Kratom moves at the federal level
Critics of FDA’s kratom guidance charge its tough position is outdated and doesn’t take current research into account. Department of Health and Human Services Secretary Xavier Becerra acknowledged that new research in a March response to a previous letter about kratom penned by Sen. Mike Lee, R-Utah, and Rep. Mark Pocan, D-Wisc.
“Your letter … noted that there is emerging science suggesting kratom may have therapeutic health benefits. The Department of Health and Human Services (HHS) is also aware of the emerging research and recent reports indicating that many individuals may be using kratom to self-treat serious health conditions, including, but not limited to, self-medication for managing pain, mental illness and a substance use disorder,” Becerra wrote.
He also wrote ”both the National Institutes of Health and [FDA] are supporting studies on the pharmacology of kratom’s constituents, their toxicity and addictive liability, as well as their potential therapeutic benefits for pain and substance use disorder.”
Becerra’s comments are indicative of a shift at the federal level, according to C. M. “Mac” Haddow, senior fellow on public policy at the American Kratom Association, a lobbying group.
“Becerra said, we agree that the science needs to be updated, and he acknowledged that there was insufficient data based on current science to schedule kratom. Of course, that contradicts everything that the FDA is saying,” Haddow said.

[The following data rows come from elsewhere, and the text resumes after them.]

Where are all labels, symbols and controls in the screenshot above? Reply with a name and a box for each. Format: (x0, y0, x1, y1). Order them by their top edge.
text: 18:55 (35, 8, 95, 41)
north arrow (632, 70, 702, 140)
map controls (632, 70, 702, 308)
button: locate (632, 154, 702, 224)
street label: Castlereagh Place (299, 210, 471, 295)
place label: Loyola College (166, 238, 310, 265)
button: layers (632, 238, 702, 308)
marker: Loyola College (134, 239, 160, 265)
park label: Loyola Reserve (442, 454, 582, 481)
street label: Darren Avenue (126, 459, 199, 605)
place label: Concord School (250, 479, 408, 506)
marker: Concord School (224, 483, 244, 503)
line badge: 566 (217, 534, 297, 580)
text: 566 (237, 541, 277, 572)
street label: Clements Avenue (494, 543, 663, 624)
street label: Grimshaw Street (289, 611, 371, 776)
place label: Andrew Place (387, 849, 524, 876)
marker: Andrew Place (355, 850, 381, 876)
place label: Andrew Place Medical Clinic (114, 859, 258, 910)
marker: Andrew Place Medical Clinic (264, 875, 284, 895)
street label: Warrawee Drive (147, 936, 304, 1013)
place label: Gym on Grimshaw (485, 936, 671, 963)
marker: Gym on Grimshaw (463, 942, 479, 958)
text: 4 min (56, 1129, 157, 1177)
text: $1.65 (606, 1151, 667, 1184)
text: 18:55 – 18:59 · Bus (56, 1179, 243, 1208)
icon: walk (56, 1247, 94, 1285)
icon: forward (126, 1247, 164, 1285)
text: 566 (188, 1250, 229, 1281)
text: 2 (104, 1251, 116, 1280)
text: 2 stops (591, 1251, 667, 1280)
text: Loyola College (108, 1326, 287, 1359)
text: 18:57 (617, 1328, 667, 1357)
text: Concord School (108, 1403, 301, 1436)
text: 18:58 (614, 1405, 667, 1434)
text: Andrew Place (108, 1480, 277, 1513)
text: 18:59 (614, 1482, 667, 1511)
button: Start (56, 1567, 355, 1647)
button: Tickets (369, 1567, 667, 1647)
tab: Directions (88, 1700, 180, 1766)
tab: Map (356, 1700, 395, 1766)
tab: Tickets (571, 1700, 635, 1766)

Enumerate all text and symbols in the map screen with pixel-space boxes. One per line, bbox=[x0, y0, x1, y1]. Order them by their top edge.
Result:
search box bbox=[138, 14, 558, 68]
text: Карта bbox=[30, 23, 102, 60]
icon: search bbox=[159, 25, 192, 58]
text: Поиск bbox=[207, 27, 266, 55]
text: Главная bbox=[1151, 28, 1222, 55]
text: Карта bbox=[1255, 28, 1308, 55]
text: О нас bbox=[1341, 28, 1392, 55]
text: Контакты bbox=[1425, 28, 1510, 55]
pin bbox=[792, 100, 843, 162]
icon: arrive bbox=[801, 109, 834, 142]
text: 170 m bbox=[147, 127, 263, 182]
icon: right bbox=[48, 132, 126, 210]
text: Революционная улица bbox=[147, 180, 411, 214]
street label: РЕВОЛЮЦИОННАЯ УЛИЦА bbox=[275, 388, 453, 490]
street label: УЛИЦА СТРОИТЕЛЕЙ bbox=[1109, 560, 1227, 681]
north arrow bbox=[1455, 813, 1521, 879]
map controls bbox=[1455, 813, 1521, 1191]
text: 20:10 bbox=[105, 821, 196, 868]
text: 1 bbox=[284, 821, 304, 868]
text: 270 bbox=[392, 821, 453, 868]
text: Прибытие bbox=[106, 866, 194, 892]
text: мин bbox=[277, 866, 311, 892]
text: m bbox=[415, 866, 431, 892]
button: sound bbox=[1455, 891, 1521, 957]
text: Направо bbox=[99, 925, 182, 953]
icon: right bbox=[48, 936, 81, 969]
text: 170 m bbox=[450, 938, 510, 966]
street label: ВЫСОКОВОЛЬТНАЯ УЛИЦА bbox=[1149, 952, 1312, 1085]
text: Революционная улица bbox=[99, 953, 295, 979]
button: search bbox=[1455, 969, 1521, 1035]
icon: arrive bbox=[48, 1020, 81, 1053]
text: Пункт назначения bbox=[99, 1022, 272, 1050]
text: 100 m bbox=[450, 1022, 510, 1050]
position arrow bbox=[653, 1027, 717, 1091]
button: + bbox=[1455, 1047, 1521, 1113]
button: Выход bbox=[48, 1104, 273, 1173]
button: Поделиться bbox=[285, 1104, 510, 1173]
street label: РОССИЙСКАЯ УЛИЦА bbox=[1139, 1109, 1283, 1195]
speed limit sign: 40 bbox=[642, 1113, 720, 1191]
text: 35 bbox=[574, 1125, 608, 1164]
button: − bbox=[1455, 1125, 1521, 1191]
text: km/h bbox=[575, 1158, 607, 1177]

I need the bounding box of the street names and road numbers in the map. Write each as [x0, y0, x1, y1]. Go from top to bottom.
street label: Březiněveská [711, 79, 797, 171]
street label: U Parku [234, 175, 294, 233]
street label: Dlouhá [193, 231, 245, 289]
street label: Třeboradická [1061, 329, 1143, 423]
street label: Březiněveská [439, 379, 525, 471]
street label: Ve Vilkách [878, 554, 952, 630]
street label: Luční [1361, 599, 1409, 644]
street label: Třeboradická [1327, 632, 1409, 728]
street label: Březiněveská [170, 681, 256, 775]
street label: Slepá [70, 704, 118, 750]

Pocan recently quizzed FDA Commissioner Dr. Robert Califf about kratom during FDA’s 2023 budget request before a House subcommittee, on May 19. Pocan asserted “there is emerging science that contradicts the previous positions of the FDA on kratom’s safety profile.”
Califf—who committed to bringing “very specific” suggestions about kratom back to the committee “hopefully in a couple of months”—assured Pocan his agency would “go where the science tells us to go.”
He added: “But, like I said with regard to cannabis products, we need something different for these kinds of products that are not traditional foods and not traditional drugs,” merging kratom into the current regulatory conversation about CBD.
“We’re hopeful Commissioner Califf really will dig into this, because there are some very positive developments from the federal side, from our perspective,” the AKA’s Haddow responded.
A potentially shifting federal position follows the recent conclusion by the World Health Organization (WHO) Expert Committee on Drug Dependence that there was insufficient evidence to recommend a critical review of kratom, which could have led to global scheduling as a drug. The decision essentially assures WHO will take no further action to control kratom under their current conventions.
Haddow said he expects the governors from both Colorado and Missouri to sign their respective bills into law. Oregon passed a similar kratom protection law earlier this year, becoming the sixth state to do so.
In his letter to lawmakers, HHS Secretary Becerra estimated more than 2 million Americans 12 years old and older used kratom in 2020.